- **RECORD EXCERPTS**:
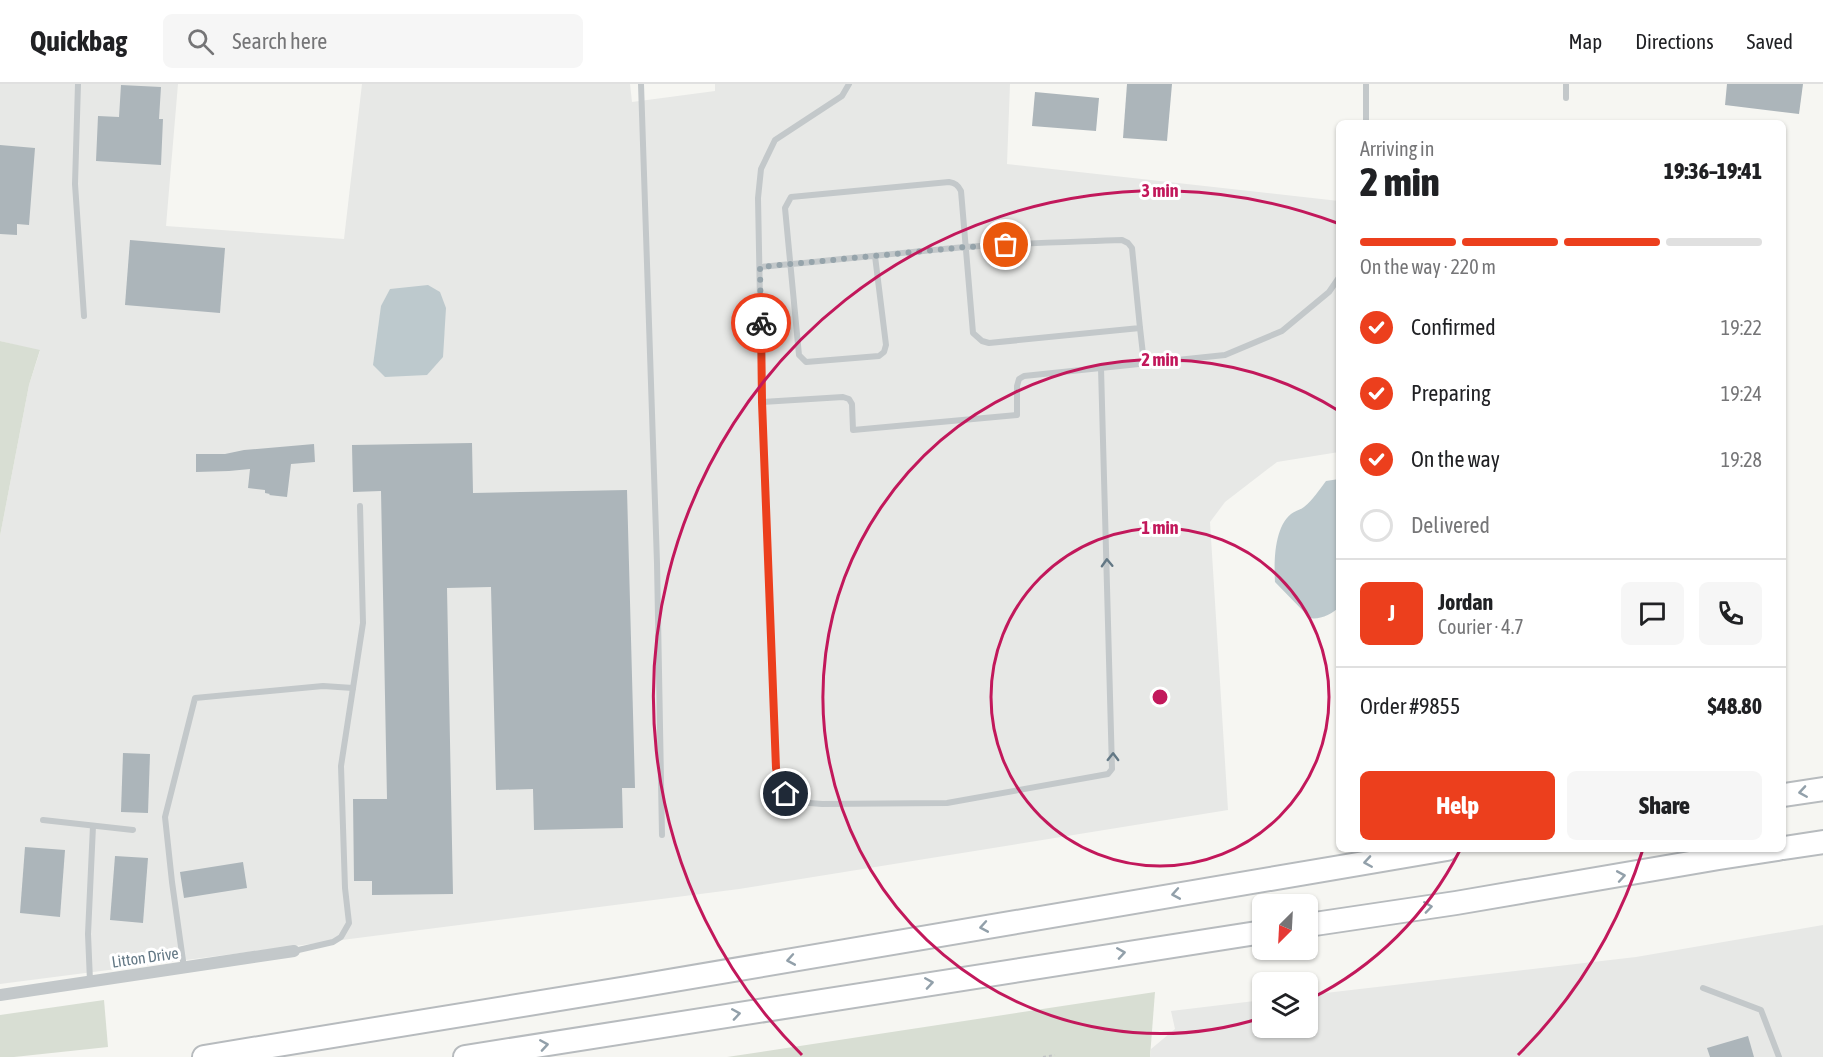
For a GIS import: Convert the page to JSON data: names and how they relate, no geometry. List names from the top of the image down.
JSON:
{
  "streets": {
    "street": ["Litton Drive"]
  },
  "north": "bottom left",
  "page": {
    "header": "Quickbag",
    "search": "Search here",
    "nav": ["Map", "Directions", "Saved"],
    "heading": ["2 min", "Arriving in", "19:36–19:41"],
    "panel": [
      "Jordan",
      "Courier · 4.7",
      "Order #9855",
      "$48.80"
    ],
    "bar": "On the way · 220 m",
    "list": [
      ["Confirmed", "19:22"],
      ["Preparing", "19:24"],
      ["On the way", "19:28"],
      "Delivered"
    ],
    "round": "J",
    "buttons": ["Help", "Share"]
  },
  "rings": ["3 min", "2 min", "1 min"]
}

- **PROBLEM TO SOLVE**:
Please set down every record exactly as it appears, leaving out the pictures.

- **ANSWER AREA**:
For a GIS import: Convert the page to JSON data: names and how they relate, no geometry. List names from the top of the image down.
JSON:
{
  "streets": {
    "street": ["Litton Drive"]
  },
  "north": "bottom left",
  "page": {
    "header": "Quickbag",
    "search": "Search here",
    "nav": ["Map", "Directions", "Saved"],
    "heading": ["2 min", "Arriving in", "19:36–19:41"],
    "panel": [
      "Jordan",
      "Courier · 4.7",
      "Order #9855",
      "$48.80"
    ],
    "bar": "On the way · 220 m",
    "list": [
      ["Confirmed", "19:22"],
      ["Preparing", "19:24"],
      ["On the way", "19:28"],
      "Delivered"
    ],
    "round": "J",
    "buttons": ["Help", "Share"]
  },
  "rings": ["3 min", "2 min", "1 min"]
}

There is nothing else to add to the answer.